API Week #8: More Linked Data

by Lars Willighagen

week
gsoc
gsoc2020
api
eval#2
week#8

Deliverable: Finish links to journal system*

* Journal system may not be ready for that yet

Other deliverables to complete:

Week Summary

Linked data

This week I made linked data exports (not in a merge request yet). The first step was to make JSON-LD based on the existing database structures in PHP. This is currently done by taking database columns as fields. Because column names are not globally unique, the fields have to be prefixed by the table name, separated by a hyphen. Type URIs are just the table name, without hyphen or field. Both URI types are prefixed with https://cdli.ucla.edu/docs/schema/1.0#, where 1.0 is the schema version.

Entity URIs are all prefixed with https://cdli.ucla.edu/. In case of artifacts, the ID is the CDLI number. This produces the same type of URLs as are currently used to cite and permalink to artifacts. Other entities like publications and materials have URIs like https://cdli.ucla.edu/publications/1#this and https://cdli.ucla.edu/materials/1#this respectively.

Different representations of the linked data were easily produced with the EasyRDF library. The supported formats are JSON-LD, N-Triples, Turtle, XML-RDF and RDF-JSON. The JSON-LD is written in such a way that it doubles as a regular JSON export, just with some added properties (@id, @type and @context) in each entity.

Example publication:

@prefix cdli: <https://cdli.ucla.edu/docs/schema/1.0#> .
@prefix xsd: <http://www.w3.org/2001/XMLSchema#> .
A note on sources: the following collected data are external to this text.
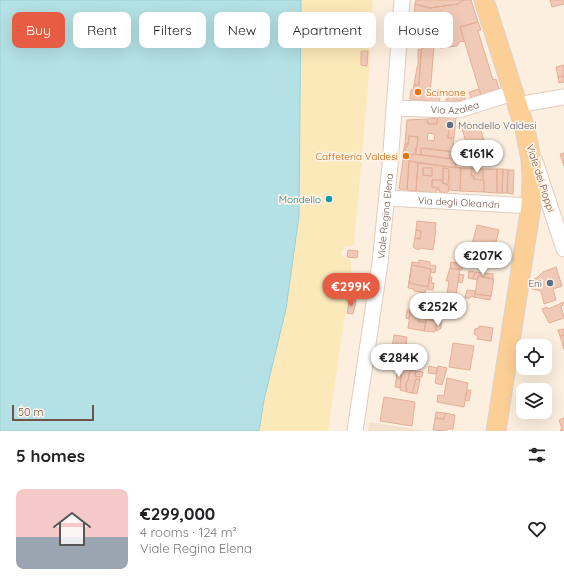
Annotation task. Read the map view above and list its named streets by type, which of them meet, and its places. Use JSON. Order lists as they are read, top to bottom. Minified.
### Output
{"streets":{"street":["Via Azalea","Viale dei Pioppi","Via degli Oleandri","Viale Regina Elena"]},"crossings":[["Via Azalea","Viale Regina Elena"],["Via degli Oleandri","Viale Regina Elena"]],"places":["Scimone","Mondello Valdesi","Caffeteria Valdesi","Mondello","Eni"],"scale_bar":"50 m","page":{"chip":["Buy","Rent","Filters","New","Apartment","House"],"price":["€161K","€207K","€299K","€252K","€284K"],"scale":"50 m","heading":"5 homes","list":[{"name":"€299,000","note":"4 rooms · 124 m² · Viale Regina Elena"}]}}
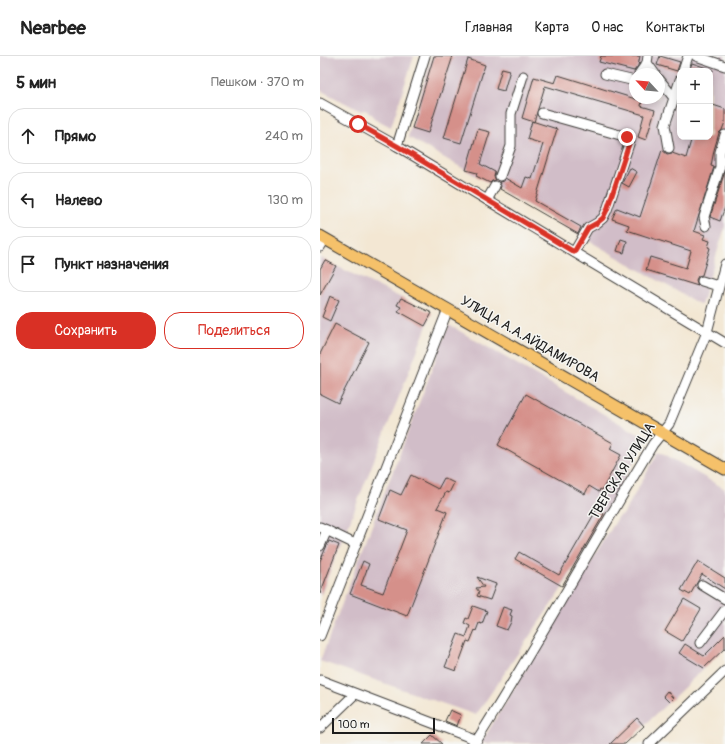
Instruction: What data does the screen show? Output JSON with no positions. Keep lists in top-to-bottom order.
{
  "streets": {
    "main road": ["УЛИЦА А.А.АЙДАМИРОВА"],
    "street": ["ТВЕРСКАЯ УЛИЦА"]
  },
  "crossings": [
    ["УЛИЦА А.А.АЙДАМИРОВА", "ТВЕРСКАЯ УЛИЦА"]
  ],
  "scale_bar": "100 m",
  "north": "top left",
  "page": {
    "header": "Nearbee",
    "nav": [
      "Главная",
      "Карта",
      "О нас",
      "Контакты"
    ],
    "heading": ["5 мин", "Пешком · 370 m"],
    "map_buttons": ["+", "−"],
    "list": [
      ["Прямо", "240 m"],
      ["Налево", "130 m"],
      "Пункт назначения"
    ],
    "buttons": ["Сохранить", "Поделиться"],
    "scale": "100 m"
  }
}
<https://cdli.ucla.edu/publications/1#this>
  a cdli:publication ;
  cdli:publication-bibtexkey "Abusch1981"^^xsd:string ;
  cdli:publication-book_title "In Honor of Ernest R. Lacheman on His Seventy-fifth Birthday, April 29, 1981"^^xsd:string ;
  cdli:publication-entry_type <https://cdli.ucla.edu/entry-types/7#this> ;
  cdli:publication-entry_type_id 7 ;
  cdli:publication-id 1 ;
  cdli:publication-pages "1-9"^^xsd:string ;
  cdli:publication-publisher "Eisenbrauns: Winona Lake"^^xsd:string ;
  cdli:publication-series "SCCNH"^^xsd:string ;
  cdli:publication-title "Notes on a Pair of Matching Texts: A Shepherd&rsquo;s Bulla and an Owner&rsquo;s Receipt"^^xsd:string ;
  cdli:publication-volume "1"^^xsd:string .

Example artifact (shortened):

@prefix cdli: <https://cdli.ucla.edu/docs/schema/1.0#> .
@prefix xsd: <http://www.w3.org/2001/XMLSchema#> .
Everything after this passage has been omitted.